### [What the task requires]
"write" is the word to look for; copy each line of the listing where it occurs.
Provided records below:
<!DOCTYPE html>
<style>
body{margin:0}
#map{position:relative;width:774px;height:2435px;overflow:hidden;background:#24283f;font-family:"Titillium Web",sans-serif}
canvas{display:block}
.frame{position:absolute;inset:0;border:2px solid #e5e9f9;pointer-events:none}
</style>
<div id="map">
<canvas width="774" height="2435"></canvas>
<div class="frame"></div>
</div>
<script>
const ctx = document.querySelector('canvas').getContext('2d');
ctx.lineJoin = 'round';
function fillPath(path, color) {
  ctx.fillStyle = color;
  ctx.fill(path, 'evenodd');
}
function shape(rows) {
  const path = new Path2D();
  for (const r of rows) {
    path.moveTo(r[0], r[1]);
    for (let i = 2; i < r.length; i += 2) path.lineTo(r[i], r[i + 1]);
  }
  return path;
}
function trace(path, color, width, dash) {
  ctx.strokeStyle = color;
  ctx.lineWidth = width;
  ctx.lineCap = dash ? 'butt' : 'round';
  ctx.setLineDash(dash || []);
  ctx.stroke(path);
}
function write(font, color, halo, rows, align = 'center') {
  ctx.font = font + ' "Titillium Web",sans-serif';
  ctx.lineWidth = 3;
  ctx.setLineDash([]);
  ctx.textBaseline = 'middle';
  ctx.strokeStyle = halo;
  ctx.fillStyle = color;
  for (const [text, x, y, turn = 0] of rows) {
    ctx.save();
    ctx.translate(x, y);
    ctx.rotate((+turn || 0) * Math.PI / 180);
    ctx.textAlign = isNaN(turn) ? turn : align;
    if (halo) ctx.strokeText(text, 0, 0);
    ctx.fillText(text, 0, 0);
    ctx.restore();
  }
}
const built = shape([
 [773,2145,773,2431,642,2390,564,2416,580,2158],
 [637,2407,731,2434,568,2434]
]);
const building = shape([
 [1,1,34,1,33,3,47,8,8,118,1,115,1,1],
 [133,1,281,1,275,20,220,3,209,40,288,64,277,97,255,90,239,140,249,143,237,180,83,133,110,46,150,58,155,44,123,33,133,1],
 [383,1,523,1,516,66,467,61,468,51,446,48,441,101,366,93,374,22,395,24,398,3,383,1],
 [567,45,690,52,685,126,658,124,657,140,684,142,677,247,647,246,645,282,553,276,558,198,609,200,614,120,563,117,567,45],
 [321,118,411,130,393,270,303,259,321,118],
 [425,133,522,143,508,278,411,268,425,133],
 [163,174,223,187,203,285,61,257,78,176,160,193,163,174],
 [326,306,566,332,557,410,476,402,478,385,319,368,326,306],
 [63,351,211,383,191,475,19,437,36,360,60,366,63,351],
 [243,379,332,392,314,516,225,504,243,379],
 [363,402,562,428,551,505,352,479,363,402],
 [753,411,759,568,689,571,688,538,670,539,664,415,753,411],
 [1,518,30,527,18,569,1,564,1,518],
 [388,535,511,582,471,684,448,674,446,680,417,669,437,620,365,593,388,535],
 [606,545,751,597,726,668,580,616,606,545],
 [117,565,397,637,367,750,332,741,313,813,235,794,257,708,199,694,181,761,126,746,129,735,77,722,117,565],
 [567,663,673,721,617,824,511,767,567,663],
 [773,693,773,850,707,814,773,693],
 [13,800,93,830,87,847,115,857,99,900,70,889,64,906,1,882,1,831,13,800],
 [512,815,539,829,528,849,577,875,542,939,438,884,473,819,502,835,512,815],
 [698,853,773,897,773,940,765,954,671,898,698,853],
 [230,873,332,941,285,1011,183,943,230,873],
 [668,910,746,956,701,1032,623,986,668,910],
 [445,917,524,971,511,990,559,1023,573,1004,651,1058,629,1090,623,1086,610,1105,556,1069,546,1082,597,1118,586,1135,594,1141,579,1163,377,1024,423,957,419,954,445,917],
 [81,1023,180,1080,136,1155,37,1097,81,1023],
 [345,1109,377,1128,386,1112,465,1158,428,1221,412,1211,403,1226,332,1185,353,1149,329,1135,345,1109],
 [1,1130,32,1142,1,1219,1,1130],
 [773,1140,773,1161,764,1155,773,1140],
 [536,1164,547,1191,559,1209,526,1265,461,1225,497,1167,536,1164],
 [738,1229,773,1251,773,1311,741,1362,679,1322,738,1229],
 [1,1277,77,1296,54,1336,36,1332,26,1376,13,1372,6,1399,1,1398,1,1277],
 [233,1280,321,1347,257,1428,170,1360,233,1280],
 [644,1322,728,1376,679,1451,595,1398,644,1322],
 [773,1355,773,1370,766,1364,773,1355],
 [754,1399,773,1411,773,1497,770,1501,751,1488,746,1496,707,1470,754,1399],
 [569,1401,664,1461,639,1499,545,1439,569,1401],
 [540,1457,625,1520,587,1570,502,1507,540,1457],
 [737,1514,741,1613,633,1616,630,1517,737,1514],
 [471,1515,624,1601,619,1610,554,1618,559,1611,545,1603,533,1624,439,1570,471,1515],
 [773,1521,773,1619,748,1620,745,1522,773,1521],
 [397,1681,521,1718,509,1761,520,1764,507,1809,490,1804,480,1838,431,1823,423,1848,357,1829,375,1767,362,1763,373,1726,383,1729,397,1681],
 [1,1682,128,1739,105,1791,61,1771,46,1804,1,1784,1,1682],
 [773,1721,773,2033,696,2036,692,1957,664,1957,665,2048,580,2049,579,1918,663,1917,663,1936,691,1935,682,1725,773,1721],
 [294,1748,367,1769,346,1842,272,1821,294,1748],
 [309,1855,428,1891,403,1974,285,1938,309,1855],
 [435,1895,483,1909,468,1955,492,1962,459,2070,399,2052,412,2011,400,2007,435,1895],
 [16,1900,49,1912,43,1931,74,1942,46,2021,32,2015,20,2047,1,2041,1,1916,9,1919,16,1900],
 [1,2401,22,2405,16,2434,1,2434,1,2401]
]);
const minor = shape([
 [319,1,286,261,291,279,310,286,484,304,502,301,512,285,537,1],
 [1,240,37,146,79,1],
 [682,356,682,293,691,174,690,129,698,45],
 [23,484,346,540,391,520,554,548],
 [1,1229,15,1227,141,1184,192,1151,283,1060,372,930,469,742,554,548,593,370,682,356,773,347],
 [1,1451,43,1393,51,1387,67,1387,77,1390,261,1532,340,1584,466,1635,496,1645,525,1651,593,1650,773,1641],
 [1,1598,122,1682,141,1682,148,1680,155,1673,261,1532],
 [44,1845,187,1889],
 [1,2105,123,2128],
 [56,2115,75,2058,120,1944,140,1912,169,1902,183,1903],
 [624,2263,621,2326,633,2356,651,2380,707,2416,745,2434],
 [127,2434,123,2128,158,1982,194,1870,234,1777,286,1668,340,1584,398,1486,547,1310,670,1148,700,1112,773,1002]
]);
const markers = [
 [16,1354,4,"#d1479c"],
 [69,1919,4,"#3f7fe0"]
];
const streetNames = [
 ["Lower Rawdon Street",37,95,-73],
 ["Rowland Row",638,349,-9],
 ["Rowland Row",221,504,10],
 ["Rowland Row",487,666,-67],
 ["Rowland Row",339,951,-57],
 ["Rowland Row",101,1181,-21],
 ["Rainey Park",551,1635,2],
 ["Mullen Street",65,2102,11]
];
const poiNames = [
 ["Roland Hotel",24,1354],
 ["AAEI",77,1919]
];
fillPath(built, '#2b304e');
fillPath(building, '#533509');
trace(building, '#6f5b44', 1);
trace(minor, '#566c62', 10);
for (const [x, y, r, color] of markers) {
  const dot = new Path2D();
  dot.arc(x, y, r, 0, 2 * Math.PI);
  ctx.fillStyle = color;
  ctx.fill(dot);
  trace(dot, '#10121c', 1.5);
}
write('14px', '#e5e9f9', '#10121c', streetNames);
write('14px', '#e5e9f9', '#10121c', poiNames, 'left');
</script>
End of Provided records.
### [Response for this exercise]
function write(font, color, halo, rows, align = 'center') {
write('14px', '#e5e9f9', '#10121c', streetNames);
write('14px', '#e5e9f9', '#10121c', poiNames, 'left');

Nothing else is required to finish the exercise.